BEGIN Extracted material

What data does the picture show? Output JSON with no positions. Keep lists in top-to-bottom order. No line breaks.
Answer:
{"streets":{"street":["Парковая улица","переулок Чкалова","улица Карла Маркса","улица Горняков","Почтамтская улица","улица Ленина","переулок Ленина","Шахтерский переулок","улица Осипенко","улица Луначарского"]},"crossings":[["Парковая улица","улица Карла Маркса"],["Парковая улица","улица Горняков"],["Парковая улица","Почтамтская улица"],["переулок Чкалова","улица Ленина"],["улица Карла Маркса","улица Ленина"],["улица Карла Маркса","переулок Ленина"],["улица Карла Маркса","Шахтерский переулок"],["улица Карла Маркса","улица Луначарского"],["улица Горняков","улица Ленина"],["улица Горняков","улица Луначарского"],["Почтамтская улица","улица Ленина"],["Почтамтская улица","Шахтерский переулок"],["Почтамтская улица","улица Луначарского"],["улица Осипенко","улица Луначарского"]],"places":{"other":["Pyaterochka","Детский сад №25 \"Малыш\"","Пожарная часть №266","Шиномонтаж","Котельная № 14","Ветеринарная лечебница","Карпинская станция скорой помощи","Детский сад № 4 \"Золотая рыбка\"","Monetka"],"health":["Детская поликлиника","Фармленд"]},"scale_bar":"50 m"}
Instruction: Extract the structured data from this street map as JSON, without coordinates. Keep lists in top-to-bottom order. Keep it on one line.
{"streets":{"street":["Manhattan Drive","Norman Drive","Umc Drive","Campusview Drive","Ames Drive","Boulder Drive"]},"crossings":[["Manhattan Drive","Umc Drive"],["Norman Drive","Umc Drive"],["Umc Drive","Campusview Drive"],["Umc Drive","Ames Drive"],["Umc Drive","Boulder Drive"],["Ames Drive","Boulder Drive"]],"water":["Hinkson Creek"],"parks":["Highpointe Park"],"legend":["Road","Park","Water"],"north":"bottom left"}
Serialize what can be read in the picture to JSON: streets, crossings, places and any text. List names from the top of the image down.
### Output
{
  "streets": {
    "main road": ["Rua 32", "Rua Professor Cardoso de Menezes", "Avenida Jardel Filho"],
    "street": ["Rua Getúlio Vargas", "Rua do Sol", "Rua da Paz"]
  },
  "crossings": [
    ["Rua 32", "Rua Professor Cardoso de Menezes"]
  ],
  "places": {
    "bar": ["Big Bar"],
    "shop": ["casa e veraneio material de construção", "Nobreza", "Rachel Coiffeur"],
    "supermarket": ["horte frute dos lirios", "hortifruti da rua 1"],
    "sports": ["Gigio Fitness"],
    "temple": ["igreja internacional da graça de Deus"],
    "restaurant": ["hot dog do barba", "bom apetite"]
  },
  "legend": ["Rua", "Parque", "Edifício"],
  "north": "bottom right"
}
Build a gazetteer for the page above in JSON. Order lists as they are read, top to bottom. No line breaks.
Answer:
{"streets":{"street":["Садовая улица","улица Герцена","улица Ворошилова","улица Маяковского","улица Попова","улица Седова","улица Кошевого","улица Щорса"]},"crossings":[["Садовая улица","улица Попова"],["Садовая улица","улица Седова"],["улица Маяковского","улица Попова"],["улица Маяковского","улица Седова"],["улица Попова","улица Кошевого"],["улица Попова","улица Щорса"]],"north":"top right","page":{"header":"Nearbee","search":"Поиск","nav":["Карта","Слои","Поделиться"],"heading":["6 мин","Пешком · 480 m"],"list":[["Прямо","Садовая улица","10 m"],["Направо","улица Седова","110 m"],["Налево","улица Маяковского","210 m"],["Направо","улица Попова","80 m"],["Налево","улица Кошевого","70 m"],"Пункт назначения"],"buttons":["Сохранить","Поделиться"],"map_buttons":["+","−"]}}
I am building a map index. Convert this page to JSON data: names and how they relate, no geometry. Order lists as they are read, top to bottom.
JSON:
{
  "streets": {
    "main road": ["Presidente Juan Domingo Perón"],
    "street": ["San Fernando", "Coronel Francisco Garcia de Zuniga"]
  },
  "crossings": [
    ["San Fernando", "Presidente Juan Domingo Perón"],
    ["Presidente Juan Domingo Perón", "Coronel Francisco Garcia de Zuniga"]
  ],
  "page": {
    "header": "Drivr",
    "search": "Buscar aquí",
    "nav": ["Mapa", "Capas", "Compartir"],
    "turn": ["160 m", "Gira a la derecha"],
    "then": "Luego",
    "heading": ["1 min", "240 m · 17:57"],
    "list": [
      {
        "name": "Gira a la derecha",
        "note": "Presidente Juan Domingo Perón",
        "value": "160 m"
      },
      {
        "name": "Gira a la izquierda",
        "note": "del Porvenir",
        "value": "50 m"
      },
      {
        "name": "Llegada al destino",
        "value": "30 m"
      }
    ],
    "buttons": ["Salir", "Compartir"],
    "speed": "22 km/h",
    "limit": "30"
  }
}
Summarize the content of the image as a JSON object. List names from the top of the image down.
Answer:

END Extracted material

=== About this exercise ===
What you return must be the entries, given again word for word.

=== The completed task ===
What data does the picture show? Output JSON with no positions. Keep lists in top-to-bottom order. No line breaks.
Answer:
{"streets":{"street":["Парковая улица","переулок Чкалова","улица Карла Маркса","улица Горняков","Почтамтская улица","улица Ленина","переулок Ленина","Шахтерский переулок","улица Осипенко","улица Луначарского"]},"crossings":[["Парковая улица","улица Карла Маркса"],["Парковая улица","улица Горняков"],["Парковая улица","Почтамтская улица"],["переулок Чкалова","улица Ленина"],["улица Карла Маркса","улица Ленина"],["улица Карла Маркса","переулок Ленина"],["улица Карла Маркса","Шахтерский переулок"],["улица Карла Маркса","улица Луначарского"],["улица Горняков","улица Ленина"],["улица Горняков","улица Луначарского"],["Почтамтская улица","улица Ленина"],["Почтамтская улица","Шахтерский переулок"],["Почтамтская улица","улица Луначарского"],["улица Осипенко","улица Луначарского"]],"places":{"other":["Pyaterochka","Детский сад №25 \"Малыш\"","Пожарная часть №266","Шиномонтаж","Котельная № 14","Ветеринарная лечебница","Карпинская станция скорой помощи","Детский сад № 4 \"Золотая рыбка\"","Monetka"],"health":["Детская поликлиника","Фармленд"]},"scale_bar":"50 m"}
Instruction: Extract the structured data from this street map as JSON, without coordinates. Keep lists in top-to-bottom order. Keep it on one line.
{"streets":{"street":["Manhattan Drive","Norman Drive","Umc Drive","Campusview Drive","Ames Drive","Boulder Drive"]},"crossings":[["Manhattan Drive","Umc Drive"],["Norman Drive","Umc Drive"],["Umc Drive","Campusview Drive"],["Umc Drive","Ames Drive"],["Umc Drive","Boulder Drive"],["Ames Drive","Boulder Drive"]],"water":["Hinkson Creek"],"parks":["Highpointe Park"],"legend":["Road","Park","Water"],"north":"bottom left"}
Serialize what can be read in the picture to JSON: streets, crossings, places and any text. List names from the top of the image down.
### Output
{
  "streets": {
    "main road": ["Rua 32", "Rua Professor Cardoso de Menezes", "Avenida Jardel Filho"],
    "street": ["Rua Getúlio Vargas", "Rua do Sol", "Rua da Paz"]
  },
  "crossings": [
    ["Rua 32", "Rua Professor Cardoso de Menezes"]
  ],
  "places": {
    "bar": ["Big Bar"],
    "shop": ["casa e veraneio material de construção", "Nobreza", "Rachel Coiffeur"],
    "supermarket": ["horte frute dos lirios", "hortifruti da rua 1"],
    "sports": ["Gigio Fitness"],
    "temple": ["igreja internacional da graça de Deus"],
    "restaurant": ["hot dog do barba", "bom apetite"]
  },
  "legend": ["Rua", "Parque", "Edifício"],
  "north": "bottom right"
}
Build a gazetteer for the page above in JSON. Order lists as they are read, top to bottom. No line breaks.
Answer:
{"streets":{"street":["Садовая улица","улица Герцена","улица Ворошилова","улица Маяковского","улица Попова","улица Седова","улица Кошевого","улица Щорса"]},"crossings":[["Садовая улица","улица Попова"],["Садовая улица","улица Седова"],["улица Маяковского","улица Попова"],["улица Маяковского","улица Седова"],["улица Попова","улица Кошевого"],["улица Попова","улица Щорса"]],"north":"top right","page":{"header":"Nearbee","search":"Поиск","nav":["Карта","Слои","Поделиться"],"heading":["6 мин","Пешком · 480 m"],"list":[["Прямо","Садовая улица","10 m"],["Направо","улица Седова","110 m"],["Налево","улица Маяковского","210 m"],["Направо","улица Попова","80 m"],["Налево","улица Кошевого","70 m"],"Пункт назначения"],"buttons":["Сохранить","Поделиться"],"map_buttons":["+","−"]}}
I am building a map index. Convert this page to JSON data: names and how they relate, no geometry. Order lists as they are read, top to bottom.
JSON:
{
  "streets": {
    "main road": ["Presidente Juan Domingo Perón"],
    "street": ["San Fernando", "Coronel Francisco Garcia de Zuniga"]
  },
  "crossings": [
    ["San Fernando", "Presidente Juan Domingo Perón"],
    ["Presidente Juan Domingo Perón", "Coronel Francisco Garcia de Zuniga"]
  ],
  "page": {
    "header": "Drivr",
    "search": "Buscar aquí",
    "nav": ["Mapa", "Capas", "Compartir"],
    "turn": ["160 m", "Gira a la derecha"],
    "then": "Luego",
    "heading": ["1 min", "240 m · 17:57"],
    "list": [
      {
        "name": "Gira a la derecha",
        "note": "Presidente Juan Domingo Perón",
        "value": "160 m"
      },
      {
        "name": "Gira a la izquierda",
        "note": "del Porvenir",
        "value": "50 m"
      },
      {
        "name": "Llegada al destino",
        "value": "30 m"
      }
    ],
    "buttons": ["Salir", "Compartir"],
    "speed": "22 km/h",
    "limit": "30"
  }
}
Summarize the content of the image as a JSON object. List names from the top of the image down.
Answer:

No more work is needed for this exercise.